The RPG is an old and entrenched genre, and at its core is the idea that the player is the character. To make a good RPG, conventional wisdom says strip away as much "character" as possible and let the player impose his or her own personality.

The Witcher series undermines this by forcing you to play as Geralt, and some people will understandably be driven away by this. "I don't want to play as some growly old white dude," you might say.

But the tradeoff is that you get history. You get motivations that extend beyond the simplistic "save the world" crap every RPG falls into. Ironically, The Witcher 3 is centered around saving the world — but not to Geralt. Because we're seeing these events through his eyes, it reduces the stakes to something more human. "Save my daughter." "Save the love of my life." "Save my friends." "Get the emperor off my back." "Live long enough to retire."

Not every person in the world knows or cares who Geralt is. Some outright despise him without even meeting him. He's neither the most powerful person in the world nor the most renowned. He's a freak. A mutant. He's a burden. He's a savior. However you play Geralt, life in these villages goes on. Sometimes the most valid response to a situation is to stand back and do nothing at all, although the old tenet still holds true: If you choose not to decide, you still have made a choice.

Nobody will "remember that," though. The game doesn't call out what you did.

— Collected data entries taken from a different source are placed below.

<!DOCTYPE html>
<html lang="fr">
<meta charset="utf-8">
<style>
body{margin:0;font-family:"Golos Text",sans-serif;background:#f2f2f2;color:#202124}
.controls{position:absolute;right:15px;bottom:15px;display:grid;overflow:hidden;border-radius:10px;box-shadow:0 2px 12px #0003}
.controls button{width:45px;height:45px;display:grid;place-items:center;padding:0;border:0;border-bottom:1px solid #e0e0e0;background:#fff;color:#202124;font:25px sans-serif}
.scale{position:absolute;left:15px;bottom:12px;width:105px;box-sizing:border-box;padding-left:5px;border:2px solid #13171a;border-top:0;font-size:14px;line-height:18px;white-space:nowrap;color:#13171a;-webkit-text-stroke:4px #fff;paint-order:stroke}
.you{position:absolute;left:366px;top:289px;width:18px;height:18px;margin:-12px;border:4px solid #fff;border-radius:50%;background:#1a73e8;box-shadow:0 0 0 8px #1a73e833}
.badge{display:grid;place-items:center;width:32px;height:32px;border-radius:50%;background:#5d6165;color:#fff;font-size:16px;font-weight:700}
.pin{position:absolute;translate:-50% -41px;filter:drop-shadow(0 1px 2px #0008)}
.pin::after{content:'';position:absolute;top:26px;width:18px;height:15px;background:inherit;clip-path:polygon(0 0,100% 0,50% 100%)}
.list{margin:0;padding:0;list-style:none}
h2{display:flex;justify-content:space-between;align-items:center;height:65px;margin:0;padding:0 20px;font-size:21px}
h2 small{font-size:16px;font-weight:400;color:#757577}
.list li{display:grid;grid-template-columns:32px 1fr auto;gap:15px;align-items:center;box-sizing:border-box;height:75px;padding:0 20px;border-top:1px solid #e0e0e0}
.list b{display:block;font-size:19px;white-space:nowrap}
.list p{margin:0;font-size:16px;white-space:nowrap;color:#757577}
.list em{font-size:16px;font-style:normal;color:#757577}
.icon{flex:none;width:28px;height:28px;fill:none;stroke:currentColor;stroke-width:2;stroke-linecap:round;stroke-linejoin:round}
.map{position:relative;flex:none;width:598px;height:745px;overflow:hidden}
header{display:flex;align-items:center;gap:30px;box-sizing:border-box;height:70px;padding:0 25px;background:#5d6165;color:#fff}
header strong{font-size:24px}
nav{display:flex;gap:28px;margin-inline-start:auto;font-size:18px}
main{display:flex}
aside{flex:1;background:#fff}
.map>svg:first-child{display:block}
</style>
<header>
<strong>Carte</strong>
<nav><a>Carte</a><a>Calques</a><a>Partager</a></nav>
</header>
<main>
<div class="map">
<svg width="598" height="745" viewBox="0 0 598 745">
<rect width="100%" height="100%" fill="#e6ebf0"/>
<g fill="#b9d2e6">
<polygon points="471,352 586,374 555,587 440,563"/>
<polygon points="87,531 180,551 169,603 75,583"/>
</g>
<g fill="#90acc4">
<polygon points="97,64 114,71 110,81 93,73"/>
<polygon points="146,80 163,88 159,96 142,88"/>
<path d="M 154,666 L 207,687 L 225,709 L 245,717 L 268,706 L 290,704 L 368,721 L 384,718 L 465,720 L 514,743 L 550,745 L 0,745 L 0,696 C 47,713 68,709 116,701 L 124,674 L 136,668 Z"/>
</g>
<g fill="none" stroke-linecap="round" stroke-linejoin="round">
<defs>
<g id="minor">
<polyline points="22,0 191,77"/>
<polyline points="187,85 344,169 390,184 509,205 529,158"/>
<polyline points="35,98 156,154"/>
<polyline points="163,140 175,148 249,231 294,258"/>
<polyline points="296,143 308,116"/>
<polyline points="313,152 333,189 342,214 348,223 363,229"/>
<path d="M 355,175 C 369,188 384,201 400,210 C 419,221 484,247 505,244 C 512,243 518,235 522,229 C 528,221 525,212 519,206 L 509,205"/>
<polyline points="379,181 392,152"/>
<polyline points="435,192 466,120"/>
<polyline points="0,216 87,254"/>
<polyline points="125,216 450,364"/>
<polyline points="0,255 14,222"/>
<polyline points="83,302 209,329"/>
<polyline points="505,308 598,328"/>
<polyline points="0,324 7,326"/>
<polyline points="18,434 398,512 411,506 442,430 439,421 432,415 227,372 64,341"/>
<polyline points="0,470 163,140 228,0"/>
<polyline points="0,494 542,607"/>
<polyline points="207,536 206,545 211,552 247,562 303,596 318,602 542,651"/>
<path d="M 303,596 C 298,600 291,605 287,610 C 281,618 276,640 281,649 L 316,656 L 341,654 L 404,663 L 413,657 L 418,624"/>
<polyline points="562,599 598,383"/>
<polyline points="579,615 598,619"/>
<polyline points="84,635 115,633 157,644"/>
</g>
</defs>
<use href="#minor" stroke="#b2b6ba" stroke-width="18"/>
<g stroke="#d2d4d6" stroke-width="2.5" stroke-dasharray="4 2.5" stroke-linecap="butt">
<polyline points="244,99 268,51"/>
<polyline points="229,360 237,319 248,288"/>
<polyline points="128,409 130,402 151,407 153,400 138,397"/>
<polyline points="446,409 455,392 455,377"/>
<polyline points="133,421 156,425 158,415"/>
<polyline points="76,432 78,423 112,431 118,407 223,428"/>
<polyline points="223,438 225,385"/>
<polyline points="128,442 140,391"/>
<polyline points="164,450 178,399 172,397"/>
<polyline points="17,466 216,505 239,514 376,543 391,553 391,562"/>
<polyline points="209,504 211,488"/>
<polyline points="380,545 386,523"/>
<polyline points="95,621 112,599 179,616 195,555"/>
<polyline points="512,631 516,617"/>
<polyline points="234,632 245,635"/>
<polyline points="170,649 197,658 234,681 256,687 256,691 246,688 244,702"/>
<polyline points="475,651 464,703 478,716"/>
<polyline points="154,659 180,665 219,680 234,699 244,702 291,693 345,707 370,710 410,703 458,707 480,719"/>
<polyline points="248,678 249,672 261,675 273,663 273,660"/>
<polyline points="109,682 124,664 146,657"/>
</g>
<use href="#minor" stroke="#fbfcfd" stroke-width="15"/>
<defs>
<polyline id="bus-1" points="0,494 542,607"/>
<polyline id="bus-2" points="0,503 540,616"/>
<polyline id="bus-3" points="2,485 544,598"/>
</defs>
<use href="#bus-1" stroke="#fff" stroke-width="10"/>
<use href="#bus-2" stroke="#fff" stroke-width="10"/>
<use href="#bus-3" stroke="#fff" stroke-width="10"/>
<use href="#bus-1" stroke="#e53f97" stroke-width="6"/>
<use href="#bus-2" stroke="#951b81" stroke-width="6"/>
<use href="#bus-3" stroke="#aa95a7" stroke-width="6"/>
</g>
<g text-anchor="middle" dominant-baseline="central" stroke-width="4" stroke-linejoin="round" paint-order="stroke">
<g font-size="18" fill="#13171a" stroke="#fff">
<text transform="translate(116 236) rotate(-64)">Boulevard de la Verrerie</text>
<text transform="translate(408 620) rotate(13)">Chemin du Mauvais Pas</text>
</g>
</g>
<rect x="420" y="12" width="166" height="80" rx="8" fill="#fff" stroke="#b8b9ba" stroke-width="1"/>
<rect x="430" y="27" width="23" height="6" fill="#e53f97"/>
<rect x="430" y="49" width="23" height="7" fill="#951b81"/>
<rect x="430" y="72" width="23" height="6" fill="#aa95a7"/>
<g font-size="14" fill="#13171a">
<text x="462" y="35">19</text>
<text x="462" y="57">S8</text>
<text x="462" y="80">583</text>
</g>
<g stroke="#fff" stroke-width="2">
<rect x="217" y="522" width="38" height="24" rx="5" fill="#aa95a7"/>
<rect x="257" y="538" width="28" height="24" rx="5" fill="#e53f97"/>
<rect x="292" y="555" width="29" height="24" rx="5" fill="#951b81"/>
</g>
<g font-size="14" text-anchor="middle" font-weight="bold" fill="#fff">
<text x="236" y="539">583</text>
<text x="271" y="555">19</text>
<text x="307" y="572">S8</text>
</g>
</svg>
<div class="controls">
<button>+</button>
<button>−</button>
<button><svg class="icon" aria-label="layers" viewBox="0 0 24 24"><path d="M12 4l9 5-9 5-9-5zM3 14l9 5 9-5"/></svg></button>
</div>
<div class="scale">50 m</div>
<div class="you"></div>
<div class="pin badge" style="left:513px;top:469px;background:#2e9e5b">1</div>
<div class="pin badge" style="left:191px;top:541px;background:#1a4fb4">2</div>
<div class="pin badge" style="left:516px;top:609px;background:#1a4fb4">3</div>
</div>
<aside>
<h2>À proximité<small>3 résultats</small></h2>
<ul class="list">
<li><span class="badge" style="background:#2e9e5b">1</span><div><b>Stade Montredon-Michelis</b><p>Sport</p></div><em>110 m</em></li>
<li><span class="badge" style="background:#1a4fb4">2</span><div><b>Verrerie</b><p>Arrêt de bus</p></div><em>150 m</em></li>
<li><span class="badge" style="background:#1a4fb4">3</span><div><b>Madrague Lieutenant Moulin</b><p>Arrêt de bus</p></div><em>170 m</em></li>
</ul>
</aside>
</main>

It doesn't pass judgment. You either did something you feel comfortable with, or you did something you later regret. Most times you're stuck choosing the lesser of two equally terrible options. Sometimes there are consequences. Sometimes there aren't. Either way, the game proceeds.

Take this trivial one-off encounter, for example:

Early on I was riding my horse down the road — flanked on both sides by hanged corpses — when I came across a group of angry peasants surrounding a lone soldier, part of an invading force. The peasants insisted the foreigner be lynched. I told them to back off. The peasants attacked. I killed them all.

"Thanks so much," said the soldier. "So lucky you stopped by."

"If I hadn't stopped, only one man would've died here today," said Geralt.

And I felt bad. So bad that I succumbed to the perennial video game advantage — I reloaded. This time I let the soldier die. When the peasants walked away, there was one more corpse hanging by the side of the road. I looted the soldier, only to find a letter from his wife desperately begging him to come home.